**Problem description**
Search the records for the word "picture" and copy each line in which it appears.
---*---
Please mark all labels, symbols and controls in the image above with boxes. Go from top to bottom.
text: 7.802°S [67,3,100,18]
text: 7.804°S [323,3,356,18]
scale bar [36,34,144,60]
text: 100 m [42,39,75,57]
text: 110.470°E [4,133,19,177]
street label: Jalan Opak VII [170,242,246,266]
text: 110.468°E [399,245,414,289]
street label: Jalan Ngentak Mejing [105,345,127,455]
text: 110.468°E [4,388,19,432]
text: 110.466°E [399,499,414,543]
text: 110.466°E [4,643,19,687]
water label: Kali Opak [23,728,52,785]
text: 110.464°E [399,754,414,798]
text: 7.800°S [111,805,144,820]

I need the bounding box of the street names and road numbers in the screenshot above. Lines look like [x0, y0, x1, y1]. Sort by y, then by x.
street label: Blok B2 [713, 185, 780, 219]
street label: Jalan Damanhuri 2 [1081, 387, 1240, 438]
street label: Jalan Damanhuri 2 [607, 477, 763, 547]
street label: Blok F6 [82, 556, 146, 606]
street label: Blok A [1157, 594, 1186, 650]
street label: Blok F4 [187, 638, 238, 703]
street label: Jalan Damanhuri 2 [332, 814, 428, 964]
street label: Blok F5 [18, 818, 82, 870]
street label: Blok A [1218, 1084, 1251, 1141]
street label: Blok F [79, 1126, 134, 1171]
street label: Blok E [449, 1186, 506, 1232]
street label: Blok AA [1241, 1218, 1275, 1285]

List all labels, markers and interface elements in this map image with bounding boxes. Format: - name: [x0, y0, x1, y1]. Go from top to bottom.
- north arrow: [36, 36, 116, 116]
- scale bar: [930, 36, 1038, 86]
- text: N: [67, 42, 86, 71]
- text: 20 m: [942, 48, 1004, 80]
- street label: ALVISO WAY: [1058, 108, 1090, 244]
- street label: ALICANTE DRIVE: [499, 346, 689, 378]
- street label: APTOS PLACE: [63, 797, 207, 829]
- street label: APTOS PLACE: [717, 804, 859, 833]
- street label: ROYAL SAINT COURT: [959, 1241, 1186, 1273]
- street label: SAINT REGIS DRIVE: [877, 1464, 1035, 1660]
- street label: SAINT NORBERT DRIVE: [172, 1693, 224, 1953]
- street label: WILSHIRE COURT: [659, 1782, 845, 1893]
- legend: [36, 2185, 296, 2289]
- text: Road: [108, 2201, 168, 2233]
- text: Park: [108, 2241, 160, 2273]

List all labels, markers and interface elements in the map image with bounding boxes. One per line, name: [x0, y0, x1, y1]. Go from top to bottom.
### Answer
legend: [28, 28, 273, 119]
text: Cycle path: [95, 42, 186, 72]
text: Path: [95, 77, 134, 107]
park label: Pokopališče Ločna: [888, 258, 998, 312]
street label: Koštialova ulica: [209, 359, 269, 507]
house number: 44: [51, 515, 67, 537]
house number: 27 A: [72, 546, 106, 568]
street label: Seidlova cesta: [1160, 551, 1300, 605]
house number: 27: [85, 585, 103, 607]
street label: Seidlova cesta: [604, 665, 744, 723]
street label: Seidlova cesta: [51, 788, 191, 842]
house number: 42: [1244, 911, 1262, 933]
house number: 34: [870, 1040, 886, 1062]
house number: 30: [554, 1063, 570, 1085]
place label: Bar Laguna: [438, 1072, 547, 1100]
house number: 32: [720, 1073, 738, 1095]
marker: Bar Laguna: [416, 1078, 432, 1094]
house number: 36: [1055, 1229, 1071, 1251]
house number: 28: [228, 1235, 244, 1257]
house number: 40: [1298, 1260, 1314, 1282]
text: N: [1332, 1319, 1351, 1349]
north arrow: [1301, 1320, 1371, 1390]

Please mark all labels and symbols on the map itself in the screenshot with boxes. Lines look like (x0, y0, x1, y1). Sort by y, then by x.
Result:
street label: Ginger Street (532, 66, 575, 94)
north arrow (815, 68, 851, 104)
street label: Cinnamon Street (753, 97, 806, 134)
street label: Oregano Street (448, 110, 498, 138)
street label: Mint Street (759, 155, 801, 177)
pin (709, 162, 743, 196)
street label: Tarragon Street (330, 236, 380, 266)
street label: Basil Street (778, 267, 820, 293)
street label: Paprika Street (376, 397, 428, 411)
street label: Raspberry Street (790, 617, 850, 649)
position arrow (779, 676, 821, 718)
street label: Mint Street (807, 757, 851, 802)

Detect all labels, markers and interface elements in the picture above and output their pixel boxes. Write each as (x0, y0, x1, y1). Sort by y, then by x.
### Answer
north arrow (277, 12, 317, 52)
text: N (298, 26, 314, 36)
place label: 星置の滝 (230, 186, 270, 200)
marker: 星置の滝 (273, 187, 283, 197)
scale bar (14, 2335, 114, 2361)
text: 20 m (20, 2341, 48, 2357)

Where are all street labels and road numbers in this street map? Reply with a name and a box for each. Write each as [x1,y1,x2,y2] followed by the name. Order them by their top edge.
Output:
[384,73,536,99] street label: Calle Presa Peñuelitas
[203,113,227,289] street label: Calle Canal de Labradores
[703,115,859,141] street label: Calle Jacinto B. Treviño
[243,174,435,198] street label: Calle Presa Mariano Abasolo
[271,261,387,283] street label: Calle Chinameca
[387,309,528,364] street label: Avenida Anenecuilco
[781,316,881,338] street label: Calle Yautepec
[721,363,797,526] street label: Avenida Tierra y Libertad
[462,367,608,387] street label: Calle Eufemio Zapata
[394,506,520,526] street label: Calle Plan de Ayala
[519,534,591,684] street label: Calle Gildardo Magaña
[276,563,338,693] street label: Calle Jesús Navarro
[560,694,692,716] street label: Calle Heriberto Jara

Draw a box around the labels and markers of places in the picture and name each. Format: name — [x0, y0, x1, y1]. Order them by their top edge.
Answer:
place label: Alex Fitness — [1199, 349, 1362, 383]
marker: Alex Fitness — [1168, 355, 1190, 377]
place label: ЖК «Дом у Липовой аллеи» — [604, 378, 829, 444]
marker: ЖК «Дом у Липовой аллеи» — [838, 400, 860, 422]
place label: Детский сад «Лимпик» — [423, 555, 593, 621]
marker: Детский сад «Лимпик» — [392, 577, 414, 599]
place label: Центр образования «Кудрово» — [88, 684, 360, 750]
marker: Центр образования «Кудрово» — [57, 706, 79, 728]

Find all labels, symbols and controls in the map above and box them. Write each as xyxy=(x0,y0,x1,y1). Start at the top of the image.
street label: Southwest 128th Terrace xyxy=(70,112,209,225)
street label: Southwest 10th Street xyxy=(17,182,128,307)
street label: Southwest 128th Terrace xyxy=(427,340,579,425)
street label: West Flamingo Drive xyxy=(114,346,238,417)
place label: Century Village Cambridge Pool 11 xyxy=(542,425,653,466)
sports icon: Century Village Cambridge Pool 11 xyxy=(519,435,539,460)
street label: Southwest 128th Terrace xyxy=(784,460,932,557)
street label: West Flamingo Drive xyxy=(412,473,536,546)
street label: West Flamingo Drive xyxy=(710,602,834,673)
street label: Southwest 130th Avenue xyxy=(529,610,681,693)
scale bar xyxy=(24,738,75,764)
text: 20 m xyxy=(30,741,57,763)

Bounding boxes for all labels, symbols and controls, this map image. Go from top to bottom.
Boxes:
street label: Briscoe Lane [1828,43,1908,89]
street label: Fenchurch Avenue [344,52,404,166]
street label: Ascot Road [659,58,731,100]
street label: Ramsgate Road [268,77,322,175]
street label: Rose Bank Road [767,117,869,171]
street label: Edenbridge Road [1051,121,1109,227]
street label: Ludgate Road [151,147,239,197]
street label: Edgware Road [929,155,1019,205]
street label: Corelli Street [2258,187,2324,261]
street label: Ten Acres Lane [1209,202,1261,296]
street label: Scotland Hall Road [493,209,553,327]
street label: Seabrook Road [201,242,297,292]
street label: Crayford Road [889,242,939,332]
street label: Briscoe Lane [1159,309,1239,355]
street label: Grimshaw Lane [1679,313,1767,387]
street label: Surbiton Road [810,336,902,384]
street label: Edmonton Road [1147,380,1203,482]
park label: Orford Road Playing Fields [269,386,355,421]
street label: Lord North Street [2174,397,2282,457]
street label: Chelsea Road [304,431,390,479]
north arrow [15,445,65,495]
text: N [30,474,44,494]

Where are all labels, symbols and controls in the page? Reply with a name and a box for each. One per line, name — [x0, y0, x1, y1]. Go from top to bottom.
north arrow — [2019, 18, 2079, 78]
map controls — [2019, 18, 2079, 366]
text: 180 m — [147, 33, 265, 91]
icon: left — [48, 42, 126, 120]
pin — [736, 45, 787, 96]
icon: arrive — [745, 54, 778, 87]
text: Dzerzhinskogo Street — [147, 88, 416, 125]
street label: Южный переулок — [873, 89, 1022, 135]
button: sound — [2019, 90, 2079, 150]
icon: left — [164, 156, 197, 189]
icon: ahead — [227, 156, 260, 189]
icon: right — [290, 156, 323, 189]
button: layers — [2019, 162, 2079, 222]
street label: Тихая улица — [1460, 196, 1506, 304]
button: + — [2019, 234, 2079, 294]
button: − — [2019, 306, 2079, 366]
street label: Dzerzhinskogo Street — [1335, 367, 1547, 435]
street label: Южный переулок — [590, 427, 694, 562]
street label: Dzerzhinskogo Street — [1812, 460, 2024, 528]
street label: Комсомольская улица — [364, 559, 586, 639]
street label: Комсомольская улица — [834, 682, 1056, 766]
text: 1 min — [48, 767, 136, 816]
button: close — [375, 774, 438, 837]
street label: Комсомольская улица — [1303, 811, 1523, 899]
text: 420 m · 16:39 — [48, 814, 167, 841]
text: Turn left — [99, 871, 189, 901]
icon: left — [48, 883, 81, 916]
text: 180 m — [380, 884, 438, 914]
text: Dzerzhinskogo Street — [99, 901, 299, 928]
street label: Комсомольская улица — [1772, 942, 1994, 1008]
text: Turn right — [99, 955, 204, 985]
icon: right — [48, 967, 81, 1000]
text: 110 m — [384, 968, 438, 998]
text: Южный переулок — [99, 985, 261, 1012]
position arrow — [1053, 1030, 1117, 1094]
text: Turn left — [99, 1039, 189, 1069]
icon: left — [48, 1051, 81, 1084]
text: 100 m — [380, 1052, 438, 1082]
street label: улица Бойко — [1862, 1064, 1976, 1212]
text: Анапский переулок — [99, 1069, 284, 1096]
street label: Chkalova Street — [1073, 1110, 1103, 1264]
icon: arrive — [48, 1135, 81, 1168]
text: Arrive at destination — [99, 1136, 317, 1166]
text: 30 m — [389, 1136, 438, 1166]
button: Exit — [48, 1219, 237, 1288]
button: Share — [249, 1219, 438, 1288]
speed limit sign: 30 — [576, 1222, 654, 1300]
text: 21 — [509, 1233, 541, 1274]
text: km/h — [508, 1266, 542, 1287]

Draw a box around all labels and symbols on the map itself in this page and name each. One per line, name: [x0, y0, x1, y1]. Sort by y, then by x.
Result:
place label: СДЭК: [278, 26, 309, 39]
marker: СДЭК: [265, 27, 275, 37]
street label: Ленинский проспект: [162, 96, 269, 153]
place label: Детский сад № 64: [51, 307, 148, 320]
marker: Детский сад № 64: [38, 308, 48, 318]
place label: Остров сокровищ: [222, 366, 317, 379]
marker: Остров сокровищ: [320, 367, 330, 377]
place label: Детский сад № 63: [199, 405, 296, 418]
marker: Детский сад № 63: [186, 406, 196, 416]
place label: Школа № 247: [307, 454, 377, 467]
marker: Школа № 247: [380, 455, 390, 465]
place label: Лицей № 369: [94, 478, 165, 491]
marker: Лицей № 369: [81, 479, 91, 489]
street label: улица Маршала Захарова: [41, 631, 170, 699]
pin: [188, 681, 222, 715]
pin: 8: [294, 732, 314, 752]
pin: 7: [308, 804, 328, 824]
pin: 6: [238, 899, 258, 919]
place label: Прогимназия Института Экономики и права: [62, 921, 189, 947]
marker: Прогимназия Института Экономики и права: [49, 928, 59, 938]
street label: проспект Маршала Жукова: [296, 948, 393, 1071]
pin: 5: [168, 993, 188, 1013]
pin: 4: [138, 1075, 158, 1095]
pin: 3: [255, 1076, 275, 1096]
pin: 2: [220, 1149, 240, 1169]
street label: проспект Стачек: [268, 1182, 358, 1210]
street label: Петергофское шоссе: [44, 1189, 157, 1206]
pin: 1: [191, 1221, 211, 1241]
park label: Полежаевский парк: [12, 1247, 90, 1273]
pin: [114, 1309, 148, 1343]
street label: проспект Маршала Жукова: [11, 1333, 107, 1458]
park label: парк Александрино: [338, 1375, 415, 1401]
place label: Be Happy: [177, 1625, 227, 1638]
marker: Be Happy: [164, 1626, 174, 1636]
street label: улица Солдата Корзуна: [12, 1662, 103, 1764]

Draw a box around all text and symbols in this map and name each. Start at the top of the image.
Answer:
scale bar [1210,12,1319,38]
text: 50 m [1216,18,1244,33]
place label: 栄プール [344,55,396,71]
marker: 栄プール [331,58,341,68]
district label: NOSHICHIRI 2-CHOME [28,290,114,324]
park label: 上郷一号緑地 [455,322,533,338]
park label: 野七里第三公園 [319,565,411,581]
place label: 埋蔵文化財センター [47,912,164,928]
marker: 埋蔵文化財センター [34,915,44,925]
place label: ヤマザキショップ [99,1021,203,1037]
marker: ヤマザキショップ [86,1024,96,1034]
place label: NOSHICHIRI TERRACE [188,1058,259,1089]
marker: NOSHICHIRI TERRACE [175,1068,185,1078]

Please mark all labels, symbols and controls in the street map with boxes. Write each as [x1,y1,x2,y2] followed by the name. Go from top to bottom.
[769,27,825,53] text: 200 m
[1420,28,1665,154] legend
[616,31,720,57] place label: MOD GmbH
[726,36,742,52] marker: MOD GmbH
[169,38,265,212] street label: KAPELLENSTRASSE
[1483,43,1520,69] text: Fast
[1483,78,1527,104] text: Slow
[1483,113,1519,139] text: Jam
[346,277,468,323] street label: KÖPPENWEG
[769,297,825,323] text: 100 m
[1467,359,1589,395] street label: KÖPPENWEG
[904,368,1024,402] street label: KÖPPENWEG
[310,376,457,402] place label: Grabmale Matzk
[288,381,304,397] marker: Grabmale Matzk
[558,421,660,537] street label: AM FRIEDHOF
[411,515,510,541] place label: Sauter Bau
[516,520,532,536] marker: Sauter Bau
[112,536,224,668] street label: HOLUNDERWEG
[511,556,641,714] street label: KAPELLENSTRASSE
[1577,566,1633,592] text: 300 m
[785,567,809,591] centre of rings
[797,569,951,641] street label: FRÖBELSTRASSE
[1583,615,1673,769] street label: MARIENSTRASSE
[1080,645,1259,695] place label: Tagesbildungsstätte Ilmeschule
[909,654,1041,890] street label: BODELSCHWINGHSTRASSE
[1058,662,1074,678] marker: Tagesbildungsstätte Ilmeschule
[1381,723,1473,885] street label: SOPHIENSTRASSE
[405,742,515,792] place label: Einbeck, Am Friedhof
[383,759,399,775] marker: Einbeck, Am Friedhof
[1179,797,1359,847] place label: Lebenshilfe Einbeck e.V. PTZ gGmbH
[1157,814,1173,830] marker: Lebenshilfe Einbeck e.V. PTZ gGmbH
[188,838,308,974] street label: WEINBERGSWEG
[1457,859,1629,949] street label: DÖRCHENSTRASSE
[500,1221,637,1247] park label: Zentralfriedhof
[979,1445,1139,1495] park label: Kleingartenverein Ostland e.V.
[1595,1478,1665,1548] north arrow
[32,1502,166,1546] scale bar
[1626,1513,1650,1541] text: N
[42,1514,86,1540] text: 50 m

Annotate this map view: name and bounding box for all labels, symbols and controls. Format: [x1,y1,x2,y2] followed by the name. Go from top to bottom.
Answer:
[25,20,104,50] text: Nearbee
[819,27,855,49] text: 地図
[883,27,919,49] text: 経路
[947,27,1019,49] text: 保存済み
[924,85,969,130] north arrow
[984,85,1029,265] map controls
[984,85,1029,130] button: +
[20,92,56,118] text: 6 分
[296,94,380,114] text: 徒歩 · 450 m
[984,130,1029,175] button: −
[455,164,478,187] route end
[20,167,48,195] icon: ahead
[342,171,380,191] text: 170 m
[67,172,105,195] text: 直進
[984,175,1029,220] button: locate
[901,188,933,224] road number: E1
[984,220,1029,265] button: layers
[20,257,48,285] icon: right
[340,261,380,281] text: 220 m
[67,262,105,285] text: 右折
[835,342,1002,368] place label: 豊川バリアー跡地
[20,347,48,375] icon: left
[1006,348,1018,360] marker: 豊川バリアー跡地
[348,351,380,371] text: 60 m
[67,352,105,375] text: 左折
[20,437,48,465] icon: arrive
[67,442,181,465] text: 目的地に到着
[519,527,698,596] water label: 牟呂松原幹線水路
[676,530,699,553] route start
---*---
**Written solution**
Detect all labels, markers and interface elements in the picture above and output their pixel boxes. Write each as (x0, y0, x1, y1). Sort by y, then by x.
Draw a box around the labels and markers of places in the picture and name each. Format: name — [x0, y0, x1, y1]. Order them by their top edge.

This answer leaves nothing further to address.